_BRIEF_: Any pictures in the records below must be left out when you repeat the lines from the line containing "I am building" through the line containing "Task: Build a" exactly.
╭──
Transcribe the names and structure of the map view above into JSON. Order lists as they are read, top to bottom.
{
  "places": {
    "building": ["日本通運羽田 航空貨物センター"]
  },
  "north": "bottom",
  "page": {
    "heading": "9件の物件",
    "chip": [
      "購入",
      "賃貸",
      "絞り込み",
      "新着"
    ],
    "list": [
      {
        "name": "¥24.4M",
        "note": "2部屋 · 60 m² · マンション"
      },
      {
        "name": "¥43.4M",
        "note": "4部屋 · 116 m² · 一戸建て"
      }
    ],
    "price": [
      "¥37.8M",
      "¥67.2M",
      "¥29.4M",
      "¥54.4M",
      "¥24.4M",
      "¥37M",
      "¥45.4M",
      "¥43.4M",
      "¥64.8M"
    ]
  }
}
╰──
╭──
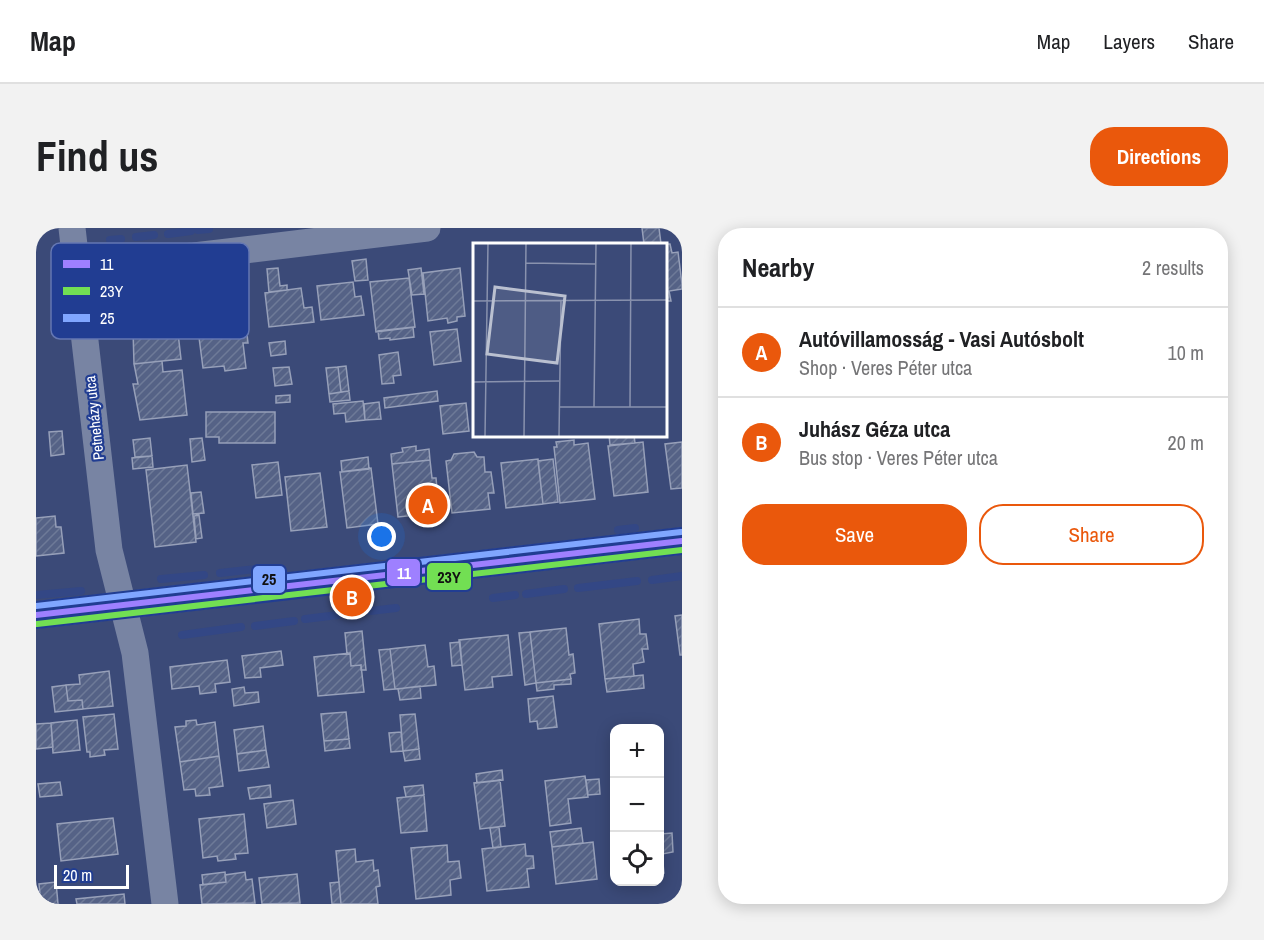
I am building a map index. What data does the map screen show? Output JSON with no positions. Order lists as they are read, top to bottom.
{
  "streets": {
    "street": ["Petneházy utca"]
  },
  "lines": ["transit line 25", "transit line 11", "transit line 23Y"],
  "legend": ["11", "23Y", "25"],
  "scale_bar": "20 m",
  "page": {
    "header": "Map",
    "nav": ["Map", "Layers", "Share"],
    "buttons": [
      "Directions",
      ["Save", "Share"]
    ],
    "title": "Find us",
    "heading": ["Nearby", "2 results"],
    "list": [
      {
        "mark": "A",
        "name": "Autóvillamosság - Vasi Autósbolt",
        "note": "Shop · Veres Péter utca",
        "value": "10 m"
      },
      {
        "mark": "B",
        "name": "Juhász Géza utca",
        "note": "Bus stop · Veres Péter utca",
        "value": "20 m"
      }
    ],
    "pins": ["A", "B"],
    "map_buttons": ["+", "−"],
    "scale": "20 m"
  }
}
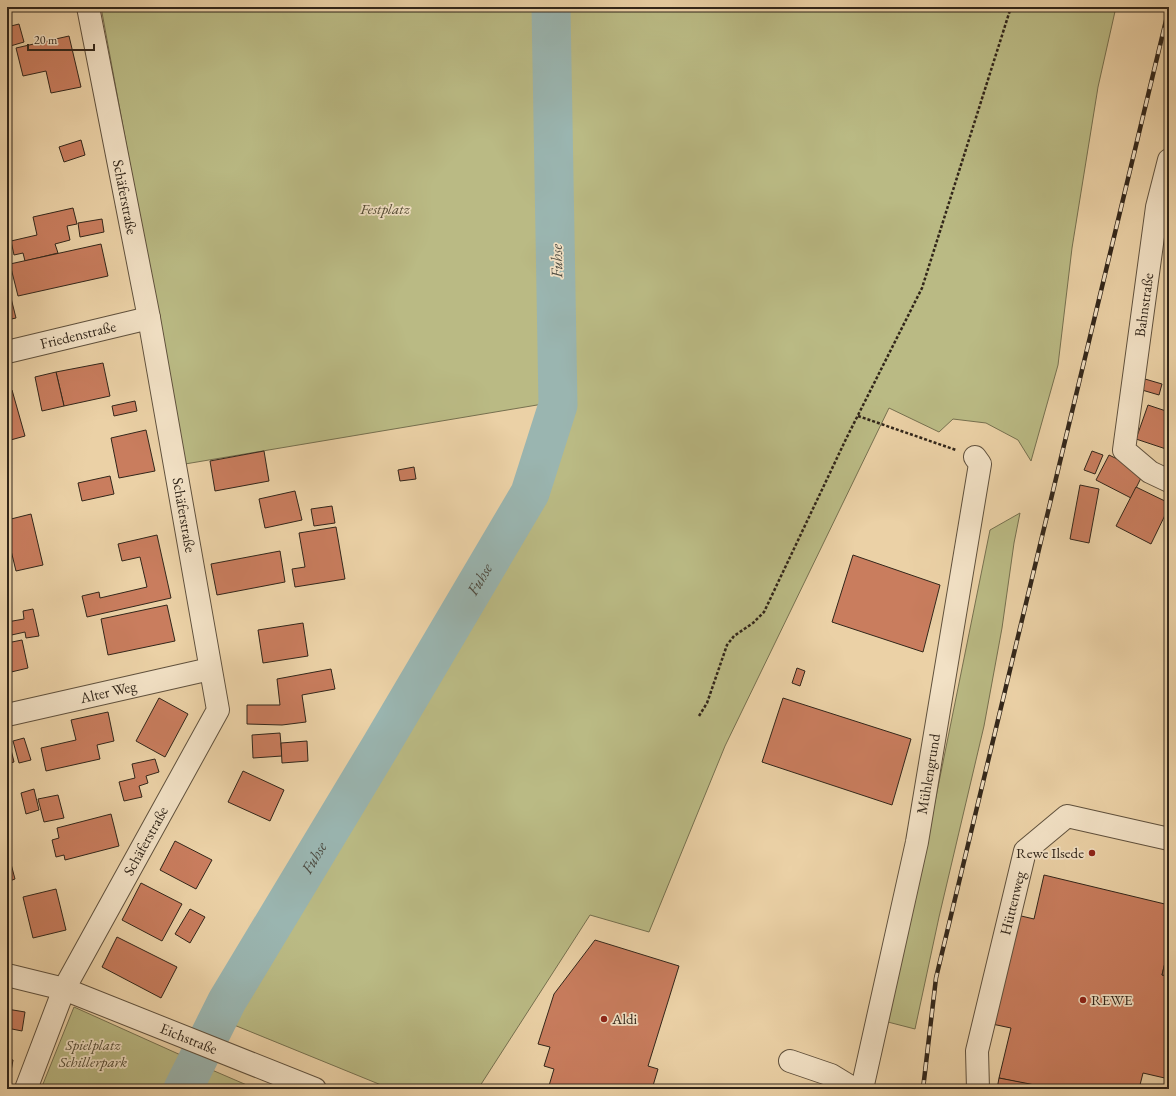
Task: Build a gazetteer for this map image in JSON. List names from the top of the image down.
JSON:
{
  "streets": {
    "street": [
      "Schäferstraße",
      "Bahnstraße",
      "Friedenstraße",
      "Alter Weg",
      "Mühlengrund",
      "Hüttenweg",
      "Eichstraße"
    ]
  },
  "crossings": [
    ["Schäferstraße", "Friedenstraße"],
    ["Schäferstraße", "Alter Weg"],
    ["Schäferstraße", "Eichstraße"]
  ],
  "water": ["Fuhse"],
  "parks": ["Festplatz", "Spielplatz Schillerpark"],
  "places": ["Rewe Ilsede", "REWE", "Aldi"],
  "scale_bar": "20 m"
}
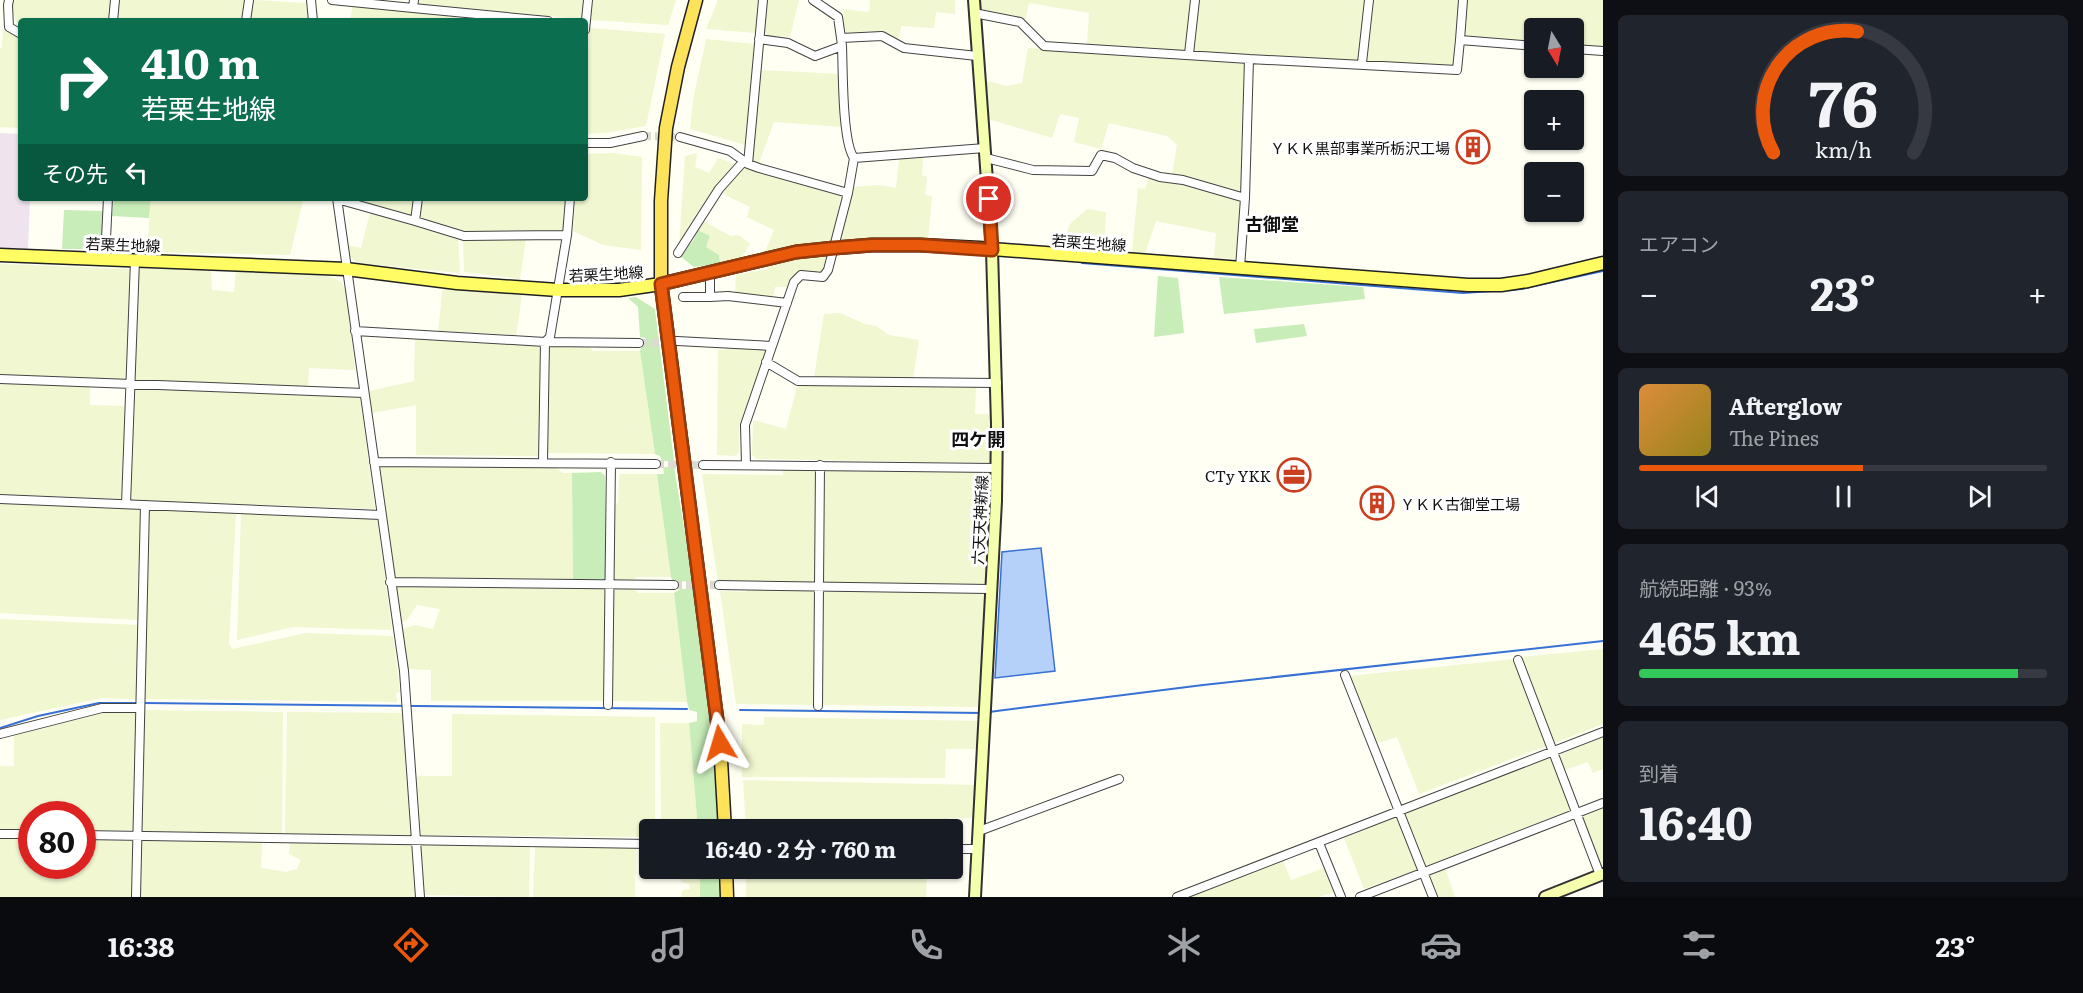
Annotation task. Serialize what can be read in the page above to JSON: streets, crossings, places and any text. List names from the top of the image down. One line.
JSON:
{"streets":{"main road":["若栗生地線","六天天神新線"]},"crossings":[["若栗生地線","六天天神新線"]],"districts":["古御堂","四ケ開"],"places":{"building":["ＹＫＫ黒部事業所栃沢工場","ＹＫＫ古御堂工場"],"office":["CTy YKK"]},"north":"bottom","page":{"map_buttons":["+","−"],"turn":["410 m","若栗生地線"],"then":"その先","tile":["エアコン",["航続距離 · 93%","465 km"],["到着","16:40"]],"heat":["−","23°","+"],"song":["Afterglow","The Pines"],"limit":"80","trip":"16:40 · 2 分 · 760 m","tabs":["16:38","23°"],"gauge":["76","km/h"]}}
╰──
╭──
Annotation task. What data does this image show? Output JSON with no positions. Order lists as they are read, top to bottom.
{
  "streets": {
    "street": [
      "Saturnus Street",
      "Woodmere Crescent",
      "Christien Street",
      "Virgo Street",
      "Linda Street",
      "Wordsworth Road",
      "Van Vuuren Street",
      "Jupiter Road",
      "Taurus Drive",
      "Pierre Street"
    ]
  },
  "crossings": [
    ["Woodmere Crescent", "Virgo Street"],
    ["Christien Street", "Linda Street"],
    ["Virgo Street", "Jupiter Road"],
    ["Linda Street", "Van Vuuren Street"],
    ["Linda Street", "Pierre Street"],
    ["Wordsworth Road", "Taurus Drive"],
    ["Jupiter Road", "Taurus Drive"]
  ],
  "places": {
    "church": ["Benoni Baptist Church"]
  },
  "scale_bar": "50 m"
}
╰──
_SOLUTION TO THE EXERCISE_:
I am building a map index. What data does the map screen show? Output JSON with no positions. Order lists as they are read, top to bottom.
{
  "streets": {
    "street": ["Petneházy utca"]
  },
  "lines": ["transit line 25", "transit line 11", "transit line 23Y"],
  "legend": ["11", "23Y", "25"],
  "scale_bar": "20 m",
  "page": {
    "header": "Map",
    "nav": ["Map", "Layers", "Share"],
    "buttons": [
      "Directions",
      ["Save", "Share"]
    ],
    "title": "Find us",
    "heading": ["Nearby", "2 results"],
    "list": [
      {
        "mark": "A",
        "name": "Autóvillamosság - Vasi Autósbolt",
        "note": "Shop · Veres Péter utca",
        "value": "10 m"
      },
      {
        "mark": "B",
        "name": "Juhász Géza utca",
        "note": "Bus stop · Veres Péter utca",
        "value": "20 m"
      }
    ],
    "pins": ["A", "B"],
    "map_buttons": ["+", "−"],
    "scale": "20 m"
  }
}
Task: Build a gazetteer for this map image in JSON. List names from the top of the image down.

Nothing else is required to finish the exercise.